Despite his treatment and absence from Washington since last December, he remained relatively politically active. In the summer of 2017, he challenged President Donald Trump, for whom he never concealed his contempt, by voting against his health care reform.

He criticized him openly, calling him “badly informed” and “impulsive”.

And in memoirs published in May 2018, “The Restless Wave”, he once again denounced the apparent sympathy of the American president for Vladimir Putin, the Russian president who defied John McCain from the Senate.

He himself was sanctioned by Russia in retaliation for Washington sanctions, a source of pride for the old senator, who often joked about it.

John McCain, son and grandson of admirals, was first a fighter pilot, engaged in the Vietnam War where he was wounded and imprisoned for more than five years.

He was tortured by his jailers, and became during his political career a fierce opponent of torture, denouncing the CIA for his practices of questioning “muscular” under the presidency of George W. Bush.

After his return to the United States at the end of the Vietnam War, he was elected to the House of Representatives, then elected senator in 1986, a seat he has since held, his last re-election in November 2016, having was the most difficult, as part of the Conservative electorate did not forgive him for criticizing Donald Trump.

He had worn the colors of the Republican Party in the 2008 presidential election, losing to Democrat Barack Obama. He then stayed in the Senate, his second home for over thirty years.

Considered an interventionist, convinced that America had to defend his values ​​around the world, he had been one of the fiercest supporters of the Iraq war, and continued to promote America’s military role abroad.

Other causes have spurred his career, including the reform of the immigration system, and electoral financing.


He spent more than 35 years in politics after a military career interrupted by the Vietnam War.

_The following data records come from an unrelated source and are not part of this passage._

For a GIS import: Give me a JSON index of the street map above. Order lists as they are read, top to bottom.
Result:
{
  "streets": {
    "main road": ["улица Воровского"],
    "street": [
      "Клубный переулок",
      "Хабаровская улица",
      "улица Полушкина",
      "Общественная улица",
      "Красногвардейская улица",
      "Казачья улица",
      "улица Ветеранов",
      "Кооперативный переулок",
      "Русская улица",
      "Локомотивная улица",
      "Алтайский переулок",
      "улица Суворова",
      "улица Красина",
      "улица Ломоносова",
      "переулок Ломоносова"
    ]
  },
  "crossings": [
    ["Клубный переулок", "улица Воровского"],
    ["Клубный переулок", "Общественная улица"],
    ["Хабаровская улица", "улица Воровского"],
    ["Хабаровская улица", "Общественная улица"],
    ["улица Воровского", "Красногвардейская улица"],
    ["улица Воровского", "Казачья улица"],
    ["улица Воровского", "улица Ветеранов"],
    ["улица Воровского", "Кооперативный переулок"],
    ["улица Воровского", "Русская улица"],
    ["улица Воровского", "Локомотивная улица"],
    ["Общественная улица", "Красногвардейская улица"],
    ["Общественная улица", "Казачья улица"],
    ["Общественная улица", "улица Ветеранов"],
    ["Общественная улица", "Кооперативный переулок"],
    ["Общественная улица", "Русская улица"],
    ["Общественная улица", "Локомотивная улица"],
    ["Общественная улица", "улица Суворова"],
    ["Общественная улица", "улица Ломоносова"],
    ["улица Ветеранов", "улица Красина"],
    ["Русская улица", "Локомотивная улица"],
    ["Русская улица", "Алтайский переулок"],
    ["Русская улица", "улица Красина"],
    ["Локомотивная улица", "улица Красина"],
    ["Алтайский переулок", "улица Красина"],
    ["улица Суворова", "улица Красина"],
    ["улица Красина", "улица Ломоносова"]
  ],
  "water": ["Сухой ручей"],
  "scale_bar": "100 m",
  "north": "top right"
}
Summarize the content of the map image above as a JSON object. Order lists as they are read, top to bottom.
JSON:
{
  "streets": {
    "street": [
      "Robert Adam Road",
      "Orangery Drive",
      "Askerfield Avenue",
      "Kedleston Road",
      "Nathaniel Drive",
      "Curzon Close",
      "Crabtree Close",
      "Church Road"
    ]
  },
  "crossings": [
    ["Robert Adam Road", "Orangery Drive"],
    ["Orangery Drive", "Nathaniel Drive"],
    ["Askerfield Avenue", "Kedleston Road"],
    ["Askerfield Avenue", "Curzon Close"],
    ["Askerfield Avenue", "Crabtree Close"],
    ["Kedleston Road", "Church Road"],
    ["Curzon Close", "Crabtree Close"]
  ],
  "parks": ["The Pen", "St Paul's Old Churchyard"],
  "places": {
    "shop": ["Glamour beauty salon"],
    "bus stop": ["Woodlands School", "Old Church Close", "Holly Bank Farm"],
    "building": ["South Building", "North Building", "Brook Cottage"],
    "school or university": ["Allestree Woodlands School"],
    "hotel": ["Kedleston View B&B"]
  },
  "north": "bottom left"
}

August 29, 1936 – John Sidney McCain, third of the name, is born in the zone of the channel of Panama. His father is a submariner, his grandfather admiral. He naturally turned to a military career and became a fighter pilot after training at the Annapolis Naval Academy.

October 26, 1967 – John McCain’s fighter jet is hit by a surface-to-air missile over Hanoi. The pilot ejects and is taken prisoner. Fractures in both arms and right leg are knowingly wrong or untreated, and the soldier is beaten and tortured throughout his detention. He was released on March 15, 1973, after the end of the US engagement in Vietnam.

November 2, 1982 – After leaving the Navy, John McCain, who has just been divorced and remarried, is elected to Arizona in the House of Representatives. Four years later, he is elected senator, to which he will be re-elected five times. His current term runs until 2022. September 4, 2008 – After a failure in the 2000 primaries against George W. Bush, John McCain is nominated Republican Party candidate for the White House, against Democrat Barack Obama. He chooses an almost unknown governor as running mate: Sarah Palin. The Republican ticket was largely beaten in November following.

July 28, 2017 – Around 1:30 am John McCain, who had just been diagnosed with a brain tumor, enters the chamber of the Senate and votes, with a gesture of thumb, against the partial repeal of Obamacare, Barack Obama’s health law, tormenting a central promise by Donald Trump. The American president is furious.